C. ist einsam: Allein sitzt er in seiner Wohnung und ruft die Hotlines aus Spam-Mails an – in der Hoffnung, mit den Telefon-Betrügern in ein Gespräch zu kommen. Es ist ein skurriles Stück über Einsamkeit und Isolation, mit dem Clemens Setz ein Gefühl vorweggenommen hat, das wohl viele aus dem Lockdown kennen.

Sendungshinweis:

„Steiermark heute“, 5.2.2021

Ein Stück, dass sich mit den Fragen, „was bedeutet Begegnung? Was passiert mit einem Menschen, wenn er ganz lang einsam in seiner Wohnung sitzt und mit niemandem reden kann? Was passiert, wenn man nicht gesehen wird?“, auseinandersetzt, erklärt Regisseurin Anja Michaela Wohlfahrt.
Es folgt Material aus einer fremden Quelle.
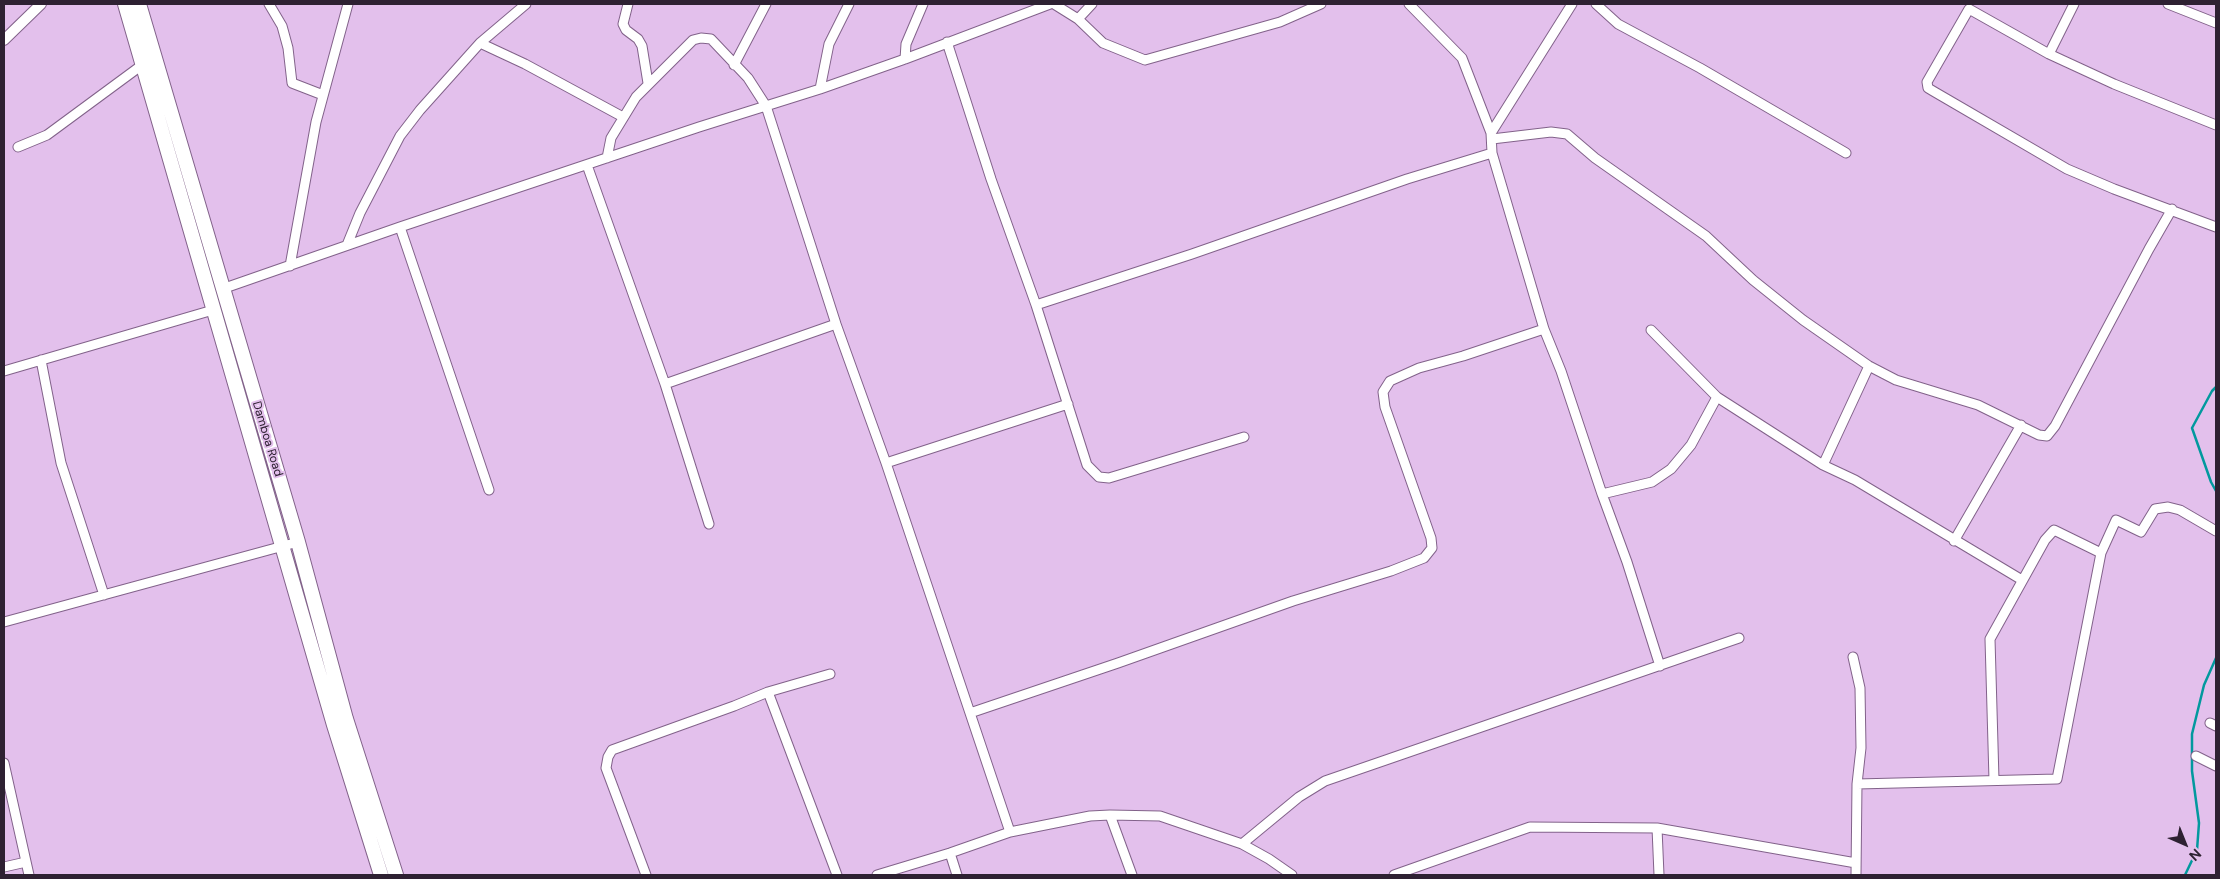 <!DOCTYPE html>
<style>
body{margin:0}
#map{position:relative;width:2220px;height:879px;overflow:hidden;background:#e3c0ec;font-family:"DM Sans",sans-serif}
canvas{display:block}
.frame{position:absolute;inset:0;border:5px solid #2e2132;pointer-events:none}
.north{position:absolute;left:2160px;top:819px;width:50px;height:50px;-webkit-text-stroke:4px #e3c0ec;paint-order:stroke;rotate:136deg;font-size:14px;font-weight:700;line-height:20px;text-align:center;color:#2e2132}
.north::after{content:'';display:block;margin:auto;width:18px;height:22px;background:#2e2132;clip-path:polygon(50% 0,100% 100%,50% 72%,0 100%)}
</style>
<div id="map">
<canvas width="2220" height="879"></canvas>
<div class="frame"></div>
<div class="north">N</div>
</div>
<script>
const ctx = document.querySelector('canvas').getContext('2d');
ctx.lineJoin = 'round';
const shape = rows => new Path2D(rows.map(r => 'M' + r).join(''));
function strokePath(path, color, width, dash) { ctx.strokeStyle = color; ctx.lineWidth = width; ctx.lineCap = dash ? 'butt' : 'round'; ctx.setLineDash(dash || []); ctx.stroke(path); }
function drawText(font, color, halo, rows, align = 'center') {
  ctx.font = font + ' "DM Sans",sans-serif'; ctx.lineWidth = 4; ctx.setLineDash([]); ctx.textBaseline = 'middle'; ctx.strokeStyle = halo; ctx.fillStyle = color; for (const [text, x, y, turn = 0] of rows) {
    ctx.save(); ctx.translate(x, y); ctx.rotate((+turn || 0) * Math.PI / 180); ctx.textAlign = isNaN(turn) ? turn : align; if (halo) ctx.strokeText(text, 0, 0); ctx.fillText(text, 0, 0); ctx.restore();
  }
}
strokePath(shape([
 [2216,387,2212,391,2192,428,2211,482,2216,491],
 [2185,875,2197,850,2199,823,2192,771,2192,734,2204,685,2216,658]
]), '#02999e', 2.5);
const minor = shape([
 [269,4,282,26,288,48,292,83,323,95],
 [628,4,623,24,626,30,638,39,642,46,648,83],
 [1054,4,1078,19,1092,4],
 [1409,4,1462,58,1491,133],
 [1572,4,1491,133,1492,153,1544,329,1561,371,1602,494,1627,562,1660,666],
 [1596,4,1618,24,1700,68,1846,153],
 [2168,4,2216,23],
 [1078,19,1103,43,1145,60,1280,22,1321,4],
 [947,42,991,179,1036,305,1087,465,1099,477,1109,478,1244,437],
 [480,43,525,64,623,117],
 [2049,54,2074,4],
 [905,59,906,44,923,4],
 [734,65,766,4],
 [820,89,829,44,849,4],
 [2216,125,2114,84,2049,54,1969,9,1927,82,1928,88,1933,91,2067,169,2114,189,2216,227],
 [1492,139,1551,132,1567,134,1595,158,1706,236,1753,280,1803,320,1869,366,1896,380,1978,405,2039,435,2047,436,2055,426,2149,249,2172,209],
 [18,147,47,135,142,65],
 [607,158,611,138,636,97,693,40,701,38,711,39,748,78,766,106,836,324,886,463,1010,832],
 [587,165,665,384,709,524],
 [400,227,489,490],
 [347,245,360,213,400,136,420,110,480,43,526,4],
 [290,266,316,122,348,4],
 [222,289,400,227,699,127,820,89,905,59,1050,4],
 [1036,305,1192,254,1407,179,1492,153],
 [1651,330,1717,397,1823,465,1855,480,2022,580],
 [41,360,61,463,104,595],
 [4,371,213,310],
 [665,384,836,324],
 [886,463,1068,404],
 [1823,465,1869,366],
 [1602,494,1652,482,1671,469,1691,445,1717,397],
 [1954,541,2021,425],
 [4,622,298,542],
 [1853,657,1860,688,1861,748,1857,784,1856,875],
 [768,692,837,875],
 [970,713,1118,663,1293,601,1391,571,1424,558,1432,548,1431,538,1385,407,1383,392,1390,381,1419,368,1463,356,1544,329],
 [2210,723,2216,726],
 [2196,756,2216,766],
 [4,763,29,875],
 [1994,780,1990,639,2045,540,2054,530,2101,553,2116,520,2141,532,2155,509,2168,507,2180,510,2216,531],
 [1857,784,2057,779,2101,553],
 [1110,815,1132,875],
 [1657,828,1659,875],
 [1242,844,1299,797,1325,781,1739,638],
 [950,853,957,875],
 [4,867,26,862],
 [646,875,606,768,608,757,612,750,734,706,768,692,830,674],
 [877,875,950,853,1010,832,1090,816,1110,815,1160,816,1242,844,1269,859,1292,875],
 [1394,875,1530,827,1657,828,1856,863]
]);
const tertiary = shape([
 [4,40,41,4]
]);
const primary = shape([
 [125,4,334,725,381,875],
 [139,4,298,542,346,719,396,875]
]);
strokePath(minor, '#82628a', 11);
strokePath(tertiary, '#82628a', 12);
strokePath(primary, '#82628a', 16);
strokePath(minor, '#fff', 9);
strokePath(tertiary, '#fff', 10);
strokePath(primary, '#fff', 14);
drawText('12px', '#2e2132', '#e3c0ec', [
 ["Damboa Road",267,439,73]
]);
</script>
„Parallelen mit unserer Gegenwart“

Das Stück erzählt aber auch über unsere zunehmende Unsicherheit im realen Umgang mit anderen, sagt Schauspieler Raphael Muff: „Es ist ja jetzt schon, wenn man jemanden trifft: Man weiß nicht, wie man sich verhält. Ich finde, es hat schon Parallelen mit unserer Gegenwart, weil man das auch ein bisschen stückweise verlernt.“

„Ich glaube, viele von uns werden sich wiedererkennen, und das führt natürlich zu einer ganz skurrilen Komik, und das ist wahnsinnig lustig, und das hilft uns gleichzeitig. Zu Lachen ist immer was Gutes“, so Wohlfahrt.